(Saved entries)
—————

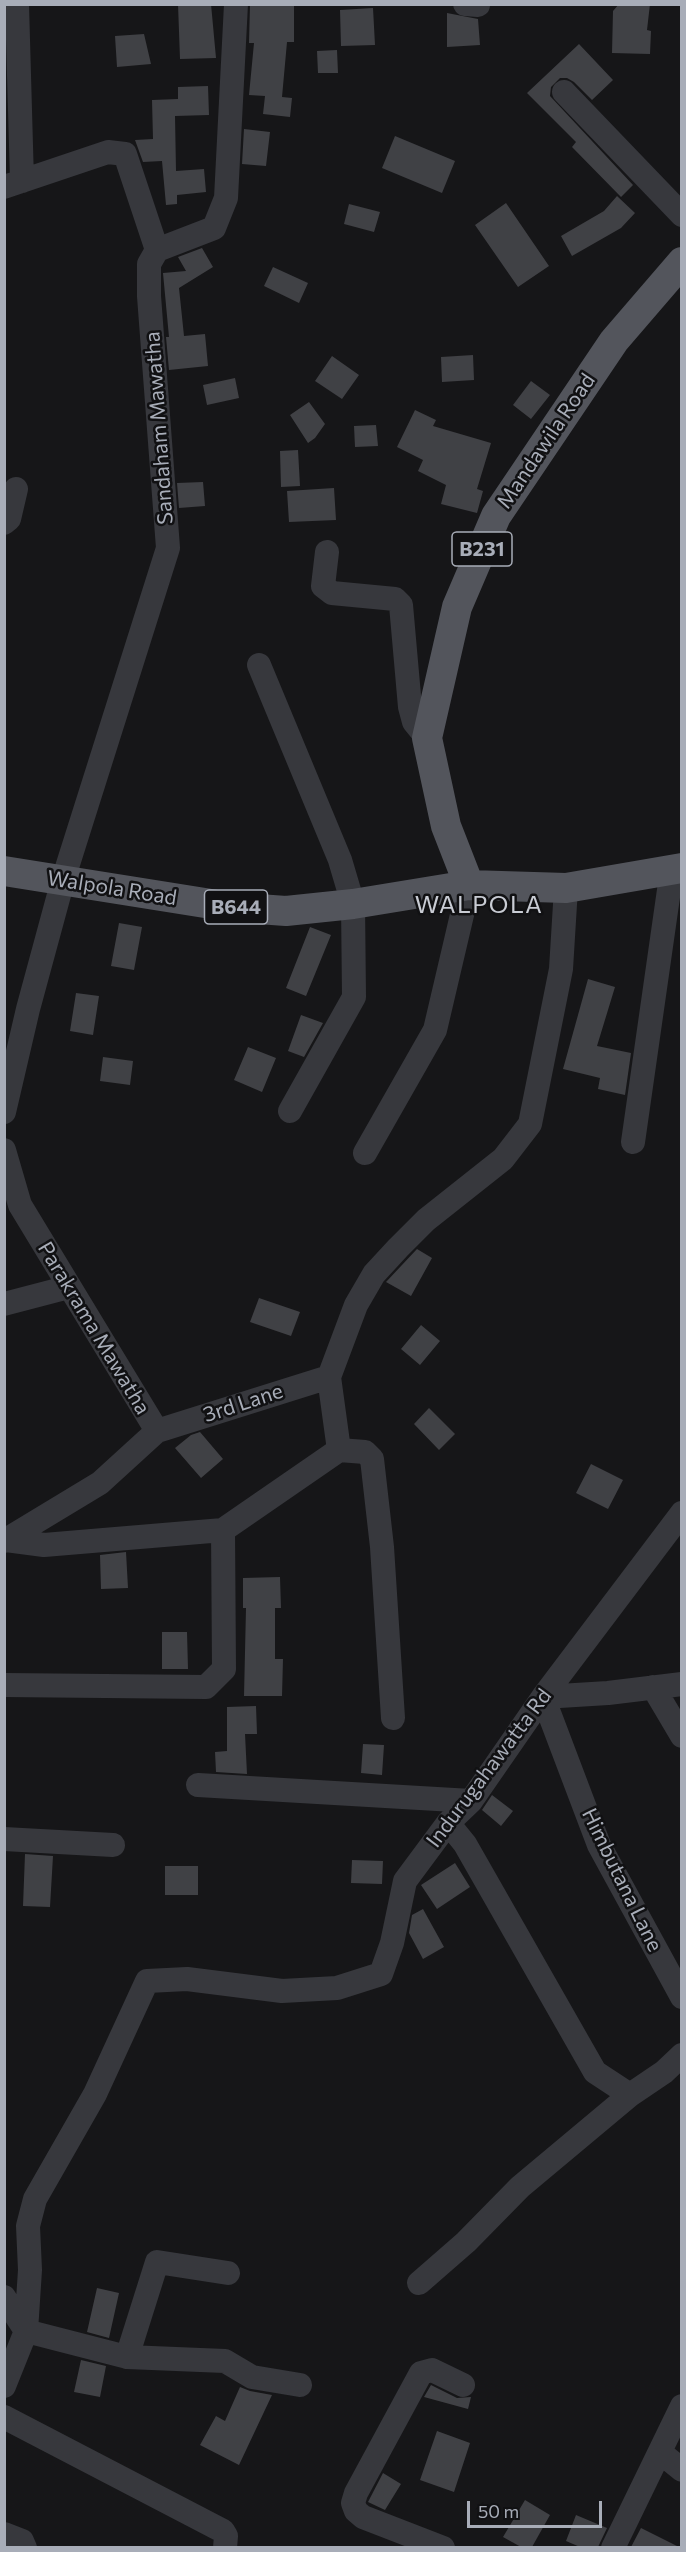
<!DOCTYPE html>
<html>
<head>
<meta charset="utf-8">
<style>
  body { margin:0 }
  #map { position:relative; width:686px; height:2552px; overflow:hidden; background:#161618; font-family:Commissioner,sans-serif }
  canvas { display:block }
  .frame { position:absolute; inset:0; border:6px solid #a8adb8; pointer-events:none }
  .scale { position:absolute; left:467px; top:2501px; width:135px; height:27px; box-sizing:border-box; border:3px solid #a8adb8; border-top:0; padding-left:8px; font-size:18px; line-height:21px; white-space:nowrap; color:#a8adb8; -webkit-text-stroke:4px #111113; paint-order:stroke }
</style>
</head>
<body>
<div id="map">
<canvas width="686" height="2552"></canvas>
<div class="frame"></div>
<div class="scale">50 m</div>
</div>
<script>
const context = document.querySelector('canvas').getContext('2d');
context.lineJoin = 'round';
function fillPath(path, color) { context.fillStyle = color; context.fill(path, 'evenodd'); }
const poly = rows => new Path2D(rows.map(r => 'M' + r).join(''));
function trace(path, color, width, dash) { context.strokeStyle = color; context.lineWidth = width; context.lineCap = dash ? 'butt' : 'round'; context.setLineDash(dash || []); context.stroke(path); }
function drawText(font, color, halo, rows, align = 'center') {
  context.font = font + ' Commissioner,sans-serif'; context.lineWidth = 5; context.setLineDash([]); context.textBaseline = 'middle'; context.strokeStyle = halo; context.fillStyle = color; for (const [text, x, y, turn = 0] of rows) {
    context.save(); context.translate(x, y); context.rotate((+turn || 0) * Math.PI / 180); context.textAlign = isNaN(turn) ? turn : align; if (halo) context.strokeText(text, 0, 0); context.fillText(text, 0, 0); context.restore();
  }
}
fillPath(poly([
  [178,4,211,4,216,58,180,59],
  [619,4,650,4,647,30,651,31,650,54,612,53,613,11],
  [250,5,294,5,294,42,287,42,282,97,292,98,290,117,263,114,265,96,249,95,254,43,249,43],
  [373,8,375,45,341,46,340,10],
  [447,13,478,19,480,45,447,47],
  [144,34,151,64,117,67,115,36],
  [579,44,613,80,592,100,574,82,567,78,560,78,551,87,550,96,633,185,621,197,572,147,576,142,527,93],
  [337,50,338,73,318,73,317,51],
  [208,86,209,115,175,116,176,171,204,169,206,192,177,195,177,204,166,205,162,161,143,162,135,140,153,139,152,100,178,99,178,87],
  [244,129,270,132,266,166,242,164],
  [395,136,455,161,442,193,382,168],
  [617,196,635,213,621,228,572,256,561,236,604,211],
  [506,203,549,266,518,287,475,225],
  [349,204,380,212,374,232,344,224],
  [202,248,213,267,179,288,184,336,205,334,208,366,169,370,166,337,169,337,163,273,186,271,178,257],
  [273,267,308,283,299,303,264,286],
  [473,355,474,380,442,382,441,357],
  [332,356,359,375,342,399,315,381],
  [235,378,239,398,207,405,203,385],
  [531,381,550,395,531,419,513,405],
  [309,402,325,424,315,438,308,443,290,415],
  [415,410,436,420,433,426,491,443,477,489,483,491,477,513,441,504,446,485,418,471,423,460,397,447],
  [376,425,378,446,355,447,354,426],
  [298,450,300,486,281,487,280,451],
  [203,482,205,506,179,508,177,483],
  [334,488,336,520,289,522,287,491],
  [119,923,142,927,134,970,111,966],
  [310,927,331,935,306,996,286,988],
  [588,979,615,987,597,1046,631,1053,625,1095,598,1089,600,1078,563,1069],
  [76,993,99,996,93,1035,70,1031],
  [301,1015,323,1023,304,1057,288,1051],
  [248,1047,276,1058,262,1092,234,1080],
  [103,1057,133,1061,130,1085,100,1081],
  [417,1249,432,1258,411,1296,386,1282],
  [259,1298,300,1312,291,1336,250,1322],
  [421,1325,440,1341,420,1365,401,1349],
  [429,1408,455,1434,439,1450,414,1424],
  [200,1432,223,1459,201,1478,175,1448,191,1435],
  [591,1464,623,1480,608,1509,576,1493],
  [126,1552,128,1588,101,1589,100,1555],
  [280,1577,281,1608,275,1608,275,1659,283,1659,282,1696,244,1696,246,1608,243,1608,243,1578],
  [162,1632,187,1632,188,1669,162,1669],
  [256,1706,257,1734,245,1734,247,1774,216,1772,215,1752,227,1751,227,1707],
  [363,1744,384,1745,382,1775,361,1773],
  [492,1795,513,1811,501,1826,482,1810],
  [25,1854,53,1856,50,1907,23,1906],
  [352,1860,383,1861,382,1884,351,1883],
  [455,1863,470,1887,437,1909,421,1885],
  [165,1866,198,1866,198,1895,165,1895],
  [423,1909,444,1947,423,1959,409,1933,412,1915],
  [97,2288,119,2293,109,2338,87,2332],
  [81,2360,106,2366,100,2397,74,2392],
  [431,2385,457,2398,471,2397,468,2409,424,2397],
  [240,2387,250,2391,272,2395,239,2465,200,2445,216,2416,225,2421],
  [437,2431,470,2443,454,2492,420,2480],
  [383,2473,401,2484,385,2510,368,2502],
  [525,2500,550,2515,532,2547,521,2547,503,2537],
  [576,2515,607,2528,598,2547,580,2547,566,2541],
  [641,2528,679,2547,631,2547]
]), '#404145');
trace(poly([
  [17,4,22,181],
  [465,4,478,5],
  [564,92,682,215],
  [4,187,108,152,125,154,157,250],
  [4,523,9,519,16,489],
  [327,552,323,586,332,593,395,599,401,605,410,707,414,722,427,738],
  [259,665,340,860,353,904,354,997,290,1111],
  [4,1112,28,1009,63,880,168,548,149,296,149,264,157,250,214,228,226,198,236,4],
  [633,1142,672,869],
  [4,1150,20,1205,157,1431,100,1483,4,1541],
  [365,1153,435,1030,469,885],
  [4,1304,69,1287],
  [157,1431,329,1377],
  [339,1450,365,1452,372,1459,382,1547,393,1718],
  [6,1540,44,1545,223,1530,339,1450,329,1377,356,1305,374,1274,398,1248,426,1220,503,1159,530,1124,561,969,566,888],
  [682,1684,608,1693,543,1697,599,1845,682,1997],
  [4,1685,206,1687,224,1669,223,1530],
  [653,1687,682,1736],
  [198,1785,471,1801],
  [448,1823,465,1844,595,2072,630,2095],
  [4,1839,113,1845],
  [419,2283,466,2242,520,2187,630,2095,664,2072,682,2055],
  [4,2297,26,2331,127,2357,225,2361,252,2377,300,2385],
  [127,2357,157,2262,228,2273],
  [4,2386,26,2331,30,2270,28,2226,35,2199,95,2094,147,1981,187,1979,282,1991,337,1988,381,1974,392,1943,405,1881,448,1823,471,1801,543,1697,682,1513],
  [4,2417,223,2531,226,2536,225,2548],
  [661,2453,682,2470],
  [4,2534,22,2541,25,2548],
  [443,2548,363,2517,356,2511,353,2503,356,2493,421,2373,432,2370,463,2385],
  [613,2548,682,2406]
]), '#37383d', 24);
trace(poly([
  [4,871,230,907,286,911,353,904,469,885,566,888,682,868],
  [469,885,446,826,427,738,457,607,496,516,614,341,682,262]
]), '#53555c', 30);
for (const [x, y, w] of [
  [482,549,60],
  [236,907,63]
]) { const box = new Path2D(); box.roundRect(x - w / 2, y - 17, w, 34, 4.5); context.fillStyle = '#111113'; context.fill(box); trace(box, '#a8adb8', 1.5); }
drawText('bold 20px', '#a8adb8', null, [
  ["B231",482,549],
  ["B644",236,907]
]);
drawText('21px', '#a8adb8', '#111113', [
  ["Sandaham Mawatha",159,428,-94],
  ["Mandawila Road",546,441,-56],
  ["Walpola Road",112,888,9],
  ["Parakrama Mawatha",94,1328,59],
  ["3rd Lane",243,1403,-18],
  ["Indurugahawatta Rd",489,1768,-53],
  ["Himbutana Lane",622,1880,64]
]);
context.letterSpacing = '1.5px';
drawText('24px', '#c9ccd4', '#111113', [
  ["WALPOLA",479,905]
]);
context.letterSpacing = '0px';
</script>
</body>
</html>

—————

→ **Directions for this task**
A bare number is the expected answer: the tally of lines in the records above holding "align".

→ **Finished task**
2